When To Get Tested, Which Labs To Ask For, And First Steps To Reverse Prediabetes
When to get tested: we recommend testing whenever several of the symptoms described here occur together, or when an individual has risk factors (overweight, family history, history of gestational diabetes, hypertension, or dyslipidemia). Even in the absence of classic symptoms, anyone over 35, or earlier if risk factors are present, should consider screening. If you’ve noticed recurrent infections, unexplained neuropathy, persistent fatigue, or skin markers like acanthosis nigricans, don’t wait for classic thirst, talk to your clinician.
Which labs to ask for:
- Hemoglobin A1c, provides an average of blood glucose over ~3 months and is a practical starting point.
- Fasting plasma glucose, useful alongside A1c for immediate glucose levels.
- 2-hour oral glucose tolerance test (OGTT), the most sensitive test for early dysglycemia: recommended when A1c and fasting glucose are borderline or if symptoms strongly suggest dysglycemia.
- Fasting lipid panel, to assess cardiovascular risk.
- Basic metabolic panel and liver enzymes, to check for fatty liver risk and renal function.
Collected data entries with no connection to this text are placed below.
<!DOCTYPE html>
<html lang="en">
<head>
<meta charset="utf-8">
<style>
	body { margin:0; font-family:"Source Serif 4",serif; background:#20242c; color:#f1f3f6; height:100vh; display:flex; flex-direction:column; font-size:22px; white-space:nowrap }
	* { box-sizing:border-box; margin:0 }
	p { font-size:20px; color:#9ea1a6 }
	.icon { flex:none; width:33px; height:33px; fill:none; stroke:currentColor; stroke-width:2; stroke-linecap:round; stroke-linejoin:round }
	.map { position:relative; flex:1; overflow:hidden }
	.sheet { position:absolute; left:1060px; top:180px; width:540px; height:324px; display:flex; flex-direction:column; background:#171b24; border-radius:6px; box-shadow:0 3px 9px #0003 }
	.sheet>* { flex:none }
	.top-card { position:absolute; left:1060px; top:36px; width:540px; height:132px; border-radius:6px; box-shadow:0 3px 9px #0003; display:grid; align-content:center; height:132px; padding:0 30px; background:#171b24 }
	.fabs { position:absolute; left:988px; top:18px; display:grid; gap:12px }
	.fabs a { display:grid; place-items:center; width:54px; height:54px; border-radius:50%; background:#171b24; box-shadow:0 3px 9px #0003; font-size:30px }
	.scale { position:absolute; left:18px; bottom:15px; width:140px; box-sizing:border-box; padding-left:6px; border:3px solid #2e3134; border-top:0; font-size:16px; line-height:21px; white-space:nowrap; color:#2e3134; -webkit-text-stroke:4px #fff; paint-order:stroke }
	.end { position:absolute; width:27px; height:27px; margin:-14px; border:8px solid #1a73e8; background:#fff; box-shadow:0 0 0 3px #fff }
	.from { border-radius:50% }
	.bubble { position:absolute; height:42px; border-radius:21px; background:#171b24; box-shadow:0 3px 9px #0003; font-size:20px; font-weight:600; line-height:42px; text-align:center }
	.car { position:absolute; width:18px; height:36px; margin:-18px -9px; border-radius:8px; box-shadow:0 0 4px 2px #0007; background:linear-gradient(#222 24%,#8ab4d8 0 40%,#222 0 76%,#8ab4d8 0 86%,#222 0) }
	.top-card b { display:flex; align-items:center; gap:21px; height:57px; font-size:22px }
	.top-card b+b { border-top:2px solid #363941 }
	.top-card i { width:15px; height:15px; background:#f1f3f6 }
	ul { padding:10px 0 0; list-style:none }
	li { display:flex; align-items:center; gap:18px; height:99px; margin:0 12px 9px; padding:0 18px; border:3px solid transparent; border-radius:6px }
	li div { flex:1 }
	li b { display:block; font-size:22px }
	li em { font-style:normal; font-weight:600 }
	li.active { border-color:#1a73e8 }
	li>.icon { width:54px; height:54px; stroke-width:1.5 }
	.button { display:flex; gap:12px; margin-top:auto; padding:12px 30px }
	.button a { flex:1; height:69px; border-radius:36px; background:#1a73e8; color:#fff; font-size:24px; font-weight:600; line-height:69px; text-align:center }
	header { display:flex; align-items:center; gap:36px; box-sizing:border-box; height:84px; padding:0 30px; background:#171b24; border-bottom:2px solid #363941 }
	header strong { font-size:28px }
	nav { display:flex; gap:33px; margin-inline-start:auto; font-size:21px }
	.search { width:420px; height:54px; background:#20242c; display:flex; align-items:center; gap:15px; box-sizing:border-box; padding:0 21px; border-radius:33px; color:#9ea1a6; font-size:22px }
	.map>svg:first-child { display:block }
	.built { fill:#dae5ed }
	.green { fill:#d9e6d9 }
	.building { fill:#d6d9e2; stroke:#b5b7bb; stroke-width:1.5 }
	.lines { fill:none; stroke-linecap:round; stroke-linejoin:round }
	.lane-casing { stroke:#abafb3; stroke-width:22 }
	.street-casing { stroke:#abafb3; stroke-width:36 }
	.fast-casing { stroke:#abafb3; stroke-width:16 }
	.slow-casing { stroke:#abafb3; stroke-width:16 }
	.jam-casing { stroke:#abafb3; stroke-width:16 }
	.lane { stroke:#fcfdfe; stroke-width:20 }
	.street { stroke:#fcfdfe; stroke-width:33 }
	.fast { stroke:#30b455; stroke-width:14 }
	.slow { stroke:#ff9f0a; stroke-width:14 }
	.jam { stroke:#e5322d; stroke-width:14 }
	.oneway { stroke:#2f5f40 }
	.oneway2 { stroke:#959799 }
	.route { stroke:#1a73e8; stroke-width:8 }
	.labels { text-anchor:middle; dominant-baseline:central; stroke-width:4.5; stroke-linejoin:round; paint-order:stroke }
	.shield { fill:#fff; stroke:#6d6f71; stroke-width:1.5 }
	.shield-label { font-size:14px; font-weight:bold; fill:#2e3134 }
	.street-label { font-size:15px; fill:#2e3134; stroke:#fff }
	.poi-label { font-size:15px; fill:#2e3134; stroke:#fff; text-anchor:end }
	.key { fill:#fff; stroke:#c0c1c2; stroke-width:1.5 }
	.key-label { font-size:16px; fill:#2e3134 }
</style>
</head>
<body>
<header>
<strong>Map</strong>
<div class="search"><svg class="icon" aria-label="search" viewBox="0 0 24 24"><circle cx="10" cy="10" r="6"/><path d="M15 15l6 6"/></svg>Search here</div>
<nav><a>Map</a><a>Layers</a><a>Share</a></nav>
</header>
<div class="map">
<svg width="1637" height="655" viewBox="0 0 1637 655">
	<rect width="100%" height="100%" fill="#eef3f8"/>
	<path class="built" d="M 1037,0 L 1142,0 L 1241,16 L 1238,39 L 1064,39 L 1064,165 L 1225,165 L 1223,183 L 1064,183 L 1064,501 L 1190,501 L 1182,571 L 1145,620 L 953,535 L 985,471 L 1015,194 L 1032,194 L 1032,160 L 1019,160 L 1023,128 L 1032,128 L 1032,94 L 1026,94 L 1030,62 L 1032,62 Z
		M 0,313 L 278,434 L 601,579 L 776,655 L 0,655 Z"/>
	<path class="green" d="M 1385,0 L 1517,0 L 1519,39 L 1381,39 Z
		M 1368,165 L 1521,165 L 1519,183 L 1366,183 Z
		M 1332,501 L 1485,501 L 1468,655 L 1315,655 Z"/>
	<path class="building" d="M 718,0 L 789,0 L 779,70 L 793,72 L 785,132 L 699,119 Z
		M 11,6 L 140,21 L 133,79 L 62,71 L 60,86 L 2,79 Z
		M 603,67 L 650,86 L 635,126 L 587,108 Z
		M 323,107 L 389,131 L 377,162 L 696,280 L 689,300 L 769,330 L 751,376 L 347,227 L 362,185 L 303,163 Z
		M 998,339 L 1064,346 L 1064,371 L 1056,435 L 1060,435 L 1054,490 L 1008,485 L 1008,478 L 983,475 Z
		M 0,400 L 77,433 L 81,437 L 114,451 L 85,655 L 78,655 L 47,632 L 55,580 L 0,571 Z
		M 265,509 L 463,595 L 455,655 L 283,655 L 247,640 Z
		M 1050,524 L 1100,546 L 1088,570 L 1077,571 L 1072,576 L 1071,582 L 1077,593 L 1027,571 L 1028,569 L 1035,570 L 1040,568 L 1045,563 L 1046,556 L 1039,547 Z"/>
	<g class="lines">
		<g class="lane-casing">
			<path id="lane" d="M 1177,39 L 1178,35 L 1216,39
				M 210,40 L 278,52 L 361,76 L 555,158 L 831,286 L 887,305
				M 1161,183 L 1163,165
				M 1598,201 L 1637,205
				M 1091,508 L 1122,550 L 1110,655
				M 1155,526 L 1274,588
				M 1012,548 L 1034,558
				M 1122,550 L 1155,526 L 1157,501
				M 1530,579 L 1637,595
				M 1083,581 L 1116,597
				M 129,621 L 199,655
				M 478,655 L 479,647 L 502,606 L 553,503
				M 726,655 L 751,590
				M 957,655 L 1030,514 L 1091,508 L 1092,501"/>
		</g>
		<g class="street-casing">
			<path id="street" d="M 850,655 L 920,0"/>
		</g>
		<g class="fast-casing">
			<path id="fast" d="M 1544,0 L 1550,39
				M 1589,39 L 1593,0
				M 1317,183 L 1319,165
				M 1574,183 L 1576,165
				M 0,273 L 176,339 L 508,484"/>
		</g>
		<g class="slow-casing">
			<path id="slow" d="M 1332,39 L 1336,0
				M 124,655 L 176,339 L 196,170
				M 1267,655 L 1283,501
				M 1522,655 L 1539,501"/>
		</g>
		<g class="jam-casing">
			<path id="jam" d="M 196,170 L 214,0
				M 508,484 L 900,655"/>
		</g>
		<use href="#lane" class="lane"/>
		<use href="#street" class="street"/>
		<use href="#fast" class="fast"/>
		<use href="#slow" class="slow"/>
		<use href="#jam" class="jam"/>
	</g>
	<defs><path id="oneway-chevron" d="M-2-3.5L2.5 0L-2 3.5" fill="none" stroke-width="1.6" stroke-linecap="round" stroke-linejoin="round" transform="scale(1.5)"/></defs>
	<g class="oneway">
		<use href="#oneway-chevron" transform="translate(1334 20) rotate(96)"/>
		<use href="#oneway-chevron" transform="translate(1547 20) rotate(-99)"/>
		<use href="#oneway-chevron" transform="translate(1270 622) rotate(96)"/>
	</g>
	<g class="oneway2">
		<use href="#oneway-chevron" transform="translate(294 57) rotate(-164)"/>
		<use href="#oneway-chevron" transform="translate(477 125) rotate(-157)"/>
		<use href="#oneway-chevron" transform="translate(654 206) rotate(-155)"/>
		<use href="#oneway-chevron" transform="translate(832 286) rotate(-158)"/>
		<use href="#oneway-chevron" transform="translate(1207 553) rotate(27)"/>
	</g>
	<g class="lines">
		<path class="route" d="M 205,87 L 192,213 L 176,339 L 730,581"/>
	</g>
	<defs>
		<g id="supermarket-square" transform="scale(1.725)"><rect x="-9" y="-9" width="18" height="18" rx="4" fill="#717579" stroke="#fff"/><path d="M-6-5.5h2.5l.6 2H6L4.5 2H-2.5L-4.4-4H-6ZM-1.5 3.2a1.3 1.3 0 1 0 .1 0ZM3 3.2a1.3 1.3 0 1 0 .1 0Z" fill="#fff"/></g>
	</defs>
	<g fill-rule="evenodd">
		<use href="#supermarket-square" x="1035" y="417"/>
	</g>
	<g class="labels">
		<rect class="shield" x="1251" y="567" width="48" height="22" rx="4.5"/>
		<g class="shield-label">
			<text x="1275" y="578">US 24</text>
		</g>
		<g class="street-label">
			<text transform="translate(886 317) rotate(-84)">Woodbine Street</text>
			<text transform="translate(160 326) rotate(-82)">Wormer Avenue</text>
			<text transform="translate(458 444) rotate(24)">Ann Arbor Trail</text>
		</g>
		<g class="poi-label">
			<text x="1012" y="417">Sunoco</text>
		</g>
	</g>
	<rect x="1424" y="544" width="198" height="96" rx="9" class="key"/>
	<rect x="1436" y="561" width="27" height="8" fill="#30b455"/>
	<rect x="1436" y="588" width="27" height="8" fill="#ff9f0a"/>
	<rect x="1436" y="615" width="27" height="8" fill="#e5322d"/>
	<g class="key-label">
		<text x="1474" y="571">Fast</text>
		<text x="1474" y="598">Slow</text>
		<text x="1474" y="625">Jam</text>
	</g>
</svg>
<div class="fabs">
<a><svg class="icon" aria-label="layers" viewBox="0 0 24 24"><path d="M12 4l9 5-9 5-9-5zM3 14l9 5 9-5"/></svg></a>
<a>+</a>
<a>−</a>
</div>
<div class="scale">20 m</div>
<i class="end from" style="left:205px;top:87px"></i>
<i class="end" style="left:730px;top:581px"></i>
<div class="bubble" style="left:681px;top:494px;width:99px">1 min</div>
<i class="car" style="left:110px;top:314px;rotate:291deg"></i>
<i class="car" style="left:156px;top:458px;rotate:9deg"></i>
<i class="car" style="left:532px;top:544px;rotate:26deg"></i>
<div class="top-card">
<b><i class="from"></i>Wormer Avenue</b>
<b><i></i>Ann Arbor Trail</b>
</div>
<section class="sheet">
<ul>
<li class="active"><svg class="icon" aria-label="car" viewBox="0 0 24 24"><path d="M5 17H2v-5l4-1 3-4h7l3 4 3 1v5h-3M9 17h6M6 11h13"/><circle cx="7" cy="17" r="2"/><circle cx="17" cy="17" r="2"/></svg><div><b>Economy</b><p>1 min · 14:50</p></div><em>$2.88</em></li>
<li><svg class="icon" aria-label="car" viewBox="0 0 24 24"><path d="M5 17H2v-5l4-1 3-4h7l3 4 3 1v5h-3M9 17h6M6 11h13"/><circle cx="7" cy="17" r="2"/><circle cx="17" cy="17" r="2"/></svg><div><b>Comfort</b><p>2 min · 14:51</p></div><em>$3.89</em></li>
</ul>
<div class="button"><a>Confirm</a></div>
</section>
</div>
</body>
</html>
- Optional: fasting insulin or HOMA-IR (as an estimate of insulin resistance) and c-reactive protein for inflammation: morning testosterone in men and relevant hormone tests when indicated.
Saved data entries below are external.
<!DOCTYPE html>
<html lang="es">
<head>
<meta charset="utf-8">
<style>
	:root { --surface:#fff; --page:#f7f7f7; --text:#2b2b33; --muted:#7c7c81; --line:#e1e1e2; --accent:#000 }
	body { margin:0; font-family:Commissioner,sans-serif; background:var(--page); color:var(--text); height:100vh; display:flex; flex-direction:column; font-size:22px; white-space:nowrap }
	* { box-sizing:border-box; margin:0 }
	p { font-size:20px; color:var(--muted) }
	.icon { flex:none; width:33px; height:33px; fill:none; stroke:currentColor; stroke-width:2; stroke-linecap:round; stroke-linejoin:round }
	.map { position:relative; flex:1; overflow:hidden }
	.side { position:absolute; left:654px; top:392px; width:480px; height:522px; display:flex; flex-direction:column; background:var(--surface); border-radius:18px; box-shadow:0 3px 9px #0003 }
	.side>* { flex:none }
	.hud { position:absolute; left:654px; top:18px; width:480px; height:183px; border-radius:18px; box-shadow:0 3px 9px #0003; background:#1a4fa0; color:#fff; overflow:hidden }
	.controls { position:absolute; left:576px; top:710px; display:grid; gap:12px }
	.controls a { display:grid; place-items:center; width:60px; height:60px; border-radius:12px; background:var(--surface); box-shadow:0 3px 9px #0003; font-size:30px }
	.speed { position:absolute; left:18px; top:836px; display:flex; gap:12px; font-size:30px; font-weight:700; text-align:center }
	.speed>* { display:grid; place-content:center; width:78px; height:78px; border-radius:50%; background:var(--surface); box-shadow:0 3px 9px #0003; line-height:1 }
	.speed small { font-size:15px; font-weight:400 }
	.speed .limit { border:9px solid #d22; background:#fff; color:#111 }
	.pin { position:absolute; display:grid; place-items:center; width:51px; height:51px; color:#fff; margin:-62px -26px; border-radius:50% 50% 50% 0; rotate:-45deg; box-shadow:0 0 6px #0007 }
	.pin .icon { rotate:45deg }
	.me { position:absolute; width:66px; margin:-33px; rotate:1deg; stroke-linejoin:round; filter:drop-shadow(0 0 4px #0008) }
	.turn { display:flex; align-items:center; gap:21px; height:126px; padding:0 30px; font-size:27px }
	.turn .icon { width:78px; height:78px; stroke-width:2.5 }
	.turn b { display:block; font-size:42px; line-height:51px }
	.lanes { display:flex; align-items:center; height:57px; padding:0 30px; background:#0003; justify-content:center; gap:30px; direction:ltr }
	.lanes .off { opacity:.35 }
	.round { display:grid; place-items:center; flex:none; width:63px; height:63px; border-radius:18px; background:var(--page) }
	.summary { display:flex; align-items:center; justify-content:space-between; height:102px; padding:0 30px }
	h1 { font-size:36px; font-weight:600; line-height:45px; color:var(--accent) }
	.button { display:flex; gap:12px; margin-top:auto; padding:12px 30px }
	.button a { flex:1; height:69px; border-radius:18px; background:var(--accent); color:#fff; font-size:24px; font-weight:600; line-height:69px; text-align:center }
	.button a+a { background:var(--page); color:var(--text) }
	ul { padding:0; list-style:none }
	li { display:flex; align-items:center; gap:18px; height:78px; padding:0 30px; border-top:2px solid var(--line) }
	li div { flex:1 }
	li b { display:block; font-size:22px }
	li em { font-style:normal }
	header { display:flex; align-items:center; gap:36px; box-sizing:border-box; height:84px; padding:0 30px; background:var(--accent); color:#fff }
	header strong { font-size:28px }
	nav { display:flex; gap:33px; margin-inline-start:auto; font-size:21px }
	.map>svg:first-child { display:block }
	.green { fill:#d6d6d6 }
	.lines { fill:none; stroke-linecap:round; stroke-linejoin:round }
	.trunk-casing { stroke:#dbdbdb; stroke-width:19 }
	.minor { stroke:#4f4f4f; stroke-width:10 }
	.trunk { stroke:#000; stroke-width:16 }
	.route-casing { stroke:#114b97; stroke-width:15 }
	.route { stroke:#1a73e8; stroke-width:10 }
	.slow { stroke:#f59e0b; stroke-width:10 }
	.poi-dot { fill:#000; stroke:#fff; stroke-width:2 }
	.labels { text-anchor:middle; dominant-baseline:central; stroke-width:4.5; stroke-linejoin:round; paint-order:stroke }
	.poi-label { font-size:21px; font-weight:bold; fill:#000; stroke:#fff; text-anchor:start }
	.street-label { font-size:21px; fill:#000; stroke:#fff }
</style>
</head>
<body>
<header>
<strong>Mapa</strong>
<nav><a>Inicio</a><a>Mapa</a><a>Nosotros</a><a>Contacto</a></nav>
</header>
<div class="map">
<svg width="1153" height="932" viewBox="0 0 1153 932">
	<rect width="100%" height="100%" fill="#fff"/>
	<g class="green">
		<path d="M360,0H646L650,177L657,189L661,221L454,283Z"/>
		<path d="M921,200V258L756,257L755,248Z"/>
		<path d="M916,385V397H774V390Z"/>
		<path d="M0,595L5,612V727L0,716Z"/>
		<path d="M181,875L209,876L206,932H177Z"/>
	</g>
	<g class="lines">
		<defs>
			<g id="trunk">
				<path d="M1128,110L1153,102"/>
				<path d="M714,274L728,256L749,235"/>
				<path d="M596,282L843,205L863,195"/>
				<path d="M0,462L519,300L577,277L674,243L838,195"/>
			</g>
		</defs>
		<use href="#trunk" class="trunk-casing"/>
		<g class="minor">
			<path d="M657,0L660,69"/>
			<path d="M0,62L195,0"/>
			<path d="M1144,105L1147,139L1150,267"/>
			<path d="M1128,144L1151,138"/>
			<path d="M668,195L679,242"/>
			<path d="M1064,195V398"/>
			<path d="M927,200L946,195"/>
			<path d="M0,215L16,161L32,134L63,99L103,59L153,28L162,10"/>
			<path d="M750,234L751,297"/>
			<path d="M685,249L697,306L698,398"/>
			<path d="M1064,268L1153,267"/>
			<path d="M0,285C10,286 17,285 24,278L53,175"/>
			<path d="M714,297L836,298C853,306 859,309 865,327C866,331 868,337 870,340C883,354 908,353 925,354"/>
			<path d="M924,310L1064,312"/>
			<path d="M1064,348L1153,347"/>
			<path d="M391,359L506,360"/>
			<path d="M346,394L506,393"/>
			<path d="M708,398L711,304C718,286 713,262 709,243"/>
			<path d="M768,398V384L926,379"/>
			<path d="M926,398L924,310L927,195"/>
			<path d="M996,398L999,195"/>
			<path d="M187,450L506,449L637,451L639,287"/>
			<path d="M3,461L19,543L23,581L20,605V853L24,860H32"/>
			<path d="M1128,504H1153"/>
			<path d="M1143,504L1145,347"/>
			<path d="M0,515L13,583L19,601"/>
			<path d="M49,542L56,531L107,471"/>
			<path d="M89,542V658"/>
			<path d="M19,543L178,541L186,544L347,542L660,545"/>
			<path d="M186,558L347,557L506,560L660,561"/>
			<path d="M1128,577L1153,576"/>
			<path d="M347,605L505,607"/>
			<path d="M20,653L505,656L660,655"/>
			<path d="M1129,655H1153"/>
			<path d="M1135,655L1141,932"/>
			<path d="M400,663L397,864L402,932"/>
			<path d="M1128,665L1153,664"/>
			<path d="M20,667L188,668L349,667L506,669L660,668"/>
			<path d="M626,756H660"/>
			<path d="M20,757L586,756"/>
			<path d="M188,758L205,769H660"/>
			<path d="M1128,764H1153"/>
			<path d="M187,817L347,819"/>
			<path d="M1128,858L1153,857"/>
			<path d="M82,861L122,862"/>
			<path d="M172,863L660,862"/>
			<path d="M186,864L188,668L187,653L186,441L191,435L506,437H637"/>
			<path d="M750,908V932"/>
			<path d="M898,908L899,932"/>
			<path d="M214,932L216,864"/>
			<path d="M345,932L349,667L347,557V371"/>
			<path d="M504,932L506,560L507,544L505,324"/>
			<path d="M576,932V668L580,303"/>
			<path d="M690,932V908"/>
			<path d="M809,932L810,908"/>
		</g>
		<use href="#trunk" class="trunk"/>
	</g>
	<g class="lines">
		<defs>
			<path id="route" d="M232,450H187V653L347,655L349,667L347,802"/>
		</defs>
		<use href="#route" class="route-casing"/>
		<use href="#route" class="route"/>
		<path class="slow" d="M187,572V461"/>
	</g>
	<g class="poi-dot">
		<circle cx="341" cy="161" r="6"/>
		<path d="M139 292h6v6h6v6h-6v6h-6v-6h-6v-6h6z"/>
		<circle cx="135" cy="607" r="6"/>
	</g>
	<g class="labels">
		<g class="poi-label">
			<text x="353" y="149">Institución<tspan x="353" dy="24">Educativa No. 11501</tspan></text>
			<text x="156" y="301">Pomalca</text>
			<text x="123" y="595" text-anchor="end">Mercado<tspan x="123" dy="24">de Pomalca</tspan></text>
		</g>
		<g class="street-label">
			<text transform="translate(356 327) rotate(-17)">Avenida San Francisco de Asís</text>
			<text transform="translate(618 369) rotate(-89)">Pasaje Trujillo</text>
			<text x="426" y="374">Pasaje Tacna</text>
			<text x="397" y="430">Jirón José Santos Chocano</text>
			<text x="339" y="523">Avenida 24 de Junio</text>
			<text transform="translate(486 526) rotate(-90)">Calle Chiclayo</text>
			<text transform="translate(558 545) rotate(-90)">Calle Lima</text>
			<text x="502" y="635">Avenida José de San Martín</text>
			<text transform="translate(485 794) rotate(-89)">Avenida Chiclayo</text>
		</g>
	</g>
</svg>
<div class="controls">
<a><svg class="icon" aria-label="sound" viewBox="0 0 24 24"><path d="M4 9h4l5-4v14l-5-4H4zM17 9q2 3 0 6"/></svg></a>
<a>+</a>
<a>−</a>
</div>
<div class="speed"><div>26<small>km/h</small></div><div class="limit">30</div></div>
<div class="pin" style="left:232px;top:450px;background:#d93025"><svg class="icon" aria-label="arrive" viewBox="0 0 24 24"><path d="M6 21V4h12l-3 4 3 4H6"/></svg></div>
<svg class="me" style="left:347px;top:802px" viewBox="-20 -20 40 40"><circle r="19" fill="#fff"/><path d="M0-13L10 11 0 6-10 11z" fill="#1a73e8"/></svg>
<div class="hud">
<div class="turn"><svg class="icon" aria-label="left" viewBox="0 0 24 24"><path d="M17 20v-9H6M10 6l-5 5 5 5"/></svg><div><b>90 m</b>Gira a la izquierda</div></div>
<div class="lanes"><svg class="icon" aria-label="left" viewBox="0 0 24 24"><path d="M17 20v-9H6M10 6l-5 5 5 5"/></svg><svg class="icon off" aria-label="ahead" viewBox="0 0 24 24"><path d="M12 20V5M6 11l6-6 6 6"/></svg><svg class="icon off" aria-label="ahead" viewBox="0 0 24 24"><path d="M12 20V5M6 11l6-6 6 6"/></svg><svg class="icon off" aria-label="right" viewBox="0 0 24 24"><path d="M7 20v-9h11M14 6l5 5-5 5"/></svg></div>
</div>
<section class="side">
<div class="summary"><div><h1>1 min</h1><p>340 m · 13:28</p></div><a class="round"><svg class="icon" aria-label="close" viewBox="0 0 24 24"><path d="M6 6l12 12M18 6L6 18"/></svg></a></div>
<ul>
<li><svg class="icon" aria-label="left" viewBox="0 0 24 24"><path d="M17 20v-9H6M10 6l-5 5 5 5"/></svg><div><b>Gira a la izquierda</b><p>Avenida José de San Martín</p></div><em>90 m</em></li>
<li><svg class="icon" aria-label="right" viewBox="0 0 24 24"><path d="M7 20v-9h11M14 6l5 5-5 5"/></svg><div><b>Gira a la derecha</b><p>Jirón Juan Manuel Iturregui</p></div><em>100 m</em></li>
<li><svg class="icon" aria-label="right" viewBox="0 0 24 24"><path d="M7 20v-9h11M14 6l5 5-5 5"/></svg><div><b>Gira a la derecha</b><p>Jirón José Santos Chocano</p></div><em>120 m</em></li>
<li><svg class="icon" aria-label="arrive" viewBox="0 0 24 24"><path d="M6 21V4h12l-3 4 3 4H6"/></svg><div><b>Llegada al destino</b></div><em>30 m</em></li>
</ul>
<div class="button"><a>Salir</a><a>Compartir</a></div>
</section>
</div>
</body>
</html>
First steps we take together:
- Lifestyle as medicine: prioritize modest, achievable changes. We typically aim for a 5–10% weight loss when excess weight is present: even small reductions significantly improve insulin sensitivity. Focus on a lower-glycemic, whole-food pattern (vegetables, legumes, whole grains where tolerated, lean proteins, healthy fats) and reduce high-glycemic beverages and snacks.
- Move every day: combine aerobic activity with resistance training. Two to three resistance sessions per week plus daily walking reduces insulin resistance more than cardio alone for many people.
- Sleep and stress: stabilize sleep timing and duration: chronic poor sleep worsens glucose metabolism. Use stress-reduction practices, brief mindfulness, time in nature, or structured breathing, to lower sympathetic overdrive.
- Medical follow-up: if labs confirm prediabetes, we set concrete, measurable goals and repeat testing in 3–6 months. Metformin may be appropriate for some people (especially with multiple risk factors or high A1c), but lifestyle intervention remains first-line and often sufficient.
- Prevent complications: address blood pressure and lipids, perform foot exams when neuropathy is present, and consider dermatology or wound care for persistent skin issues.
Why this approach works: prediabetes is not destiny. Large, high-quality trials and real-world programs show that early, structured lifestyle changes can cut progression to diabetes by roughly half and improve the nontraditional symptoms we’ve discussed. Our role is to connect symptoms to metabolism, get targeted testing, and carry out sustainable changes, so we help people reclaim energy, restore healthy skin and nerves, reduce infections, and protect long-term health.
If you recognize several of these signs in yourself or someone you care for, bring them to your clinician’s attention and request the tests above. Catching prediabetes early gives us the best chance to reverse the course with tools we already have.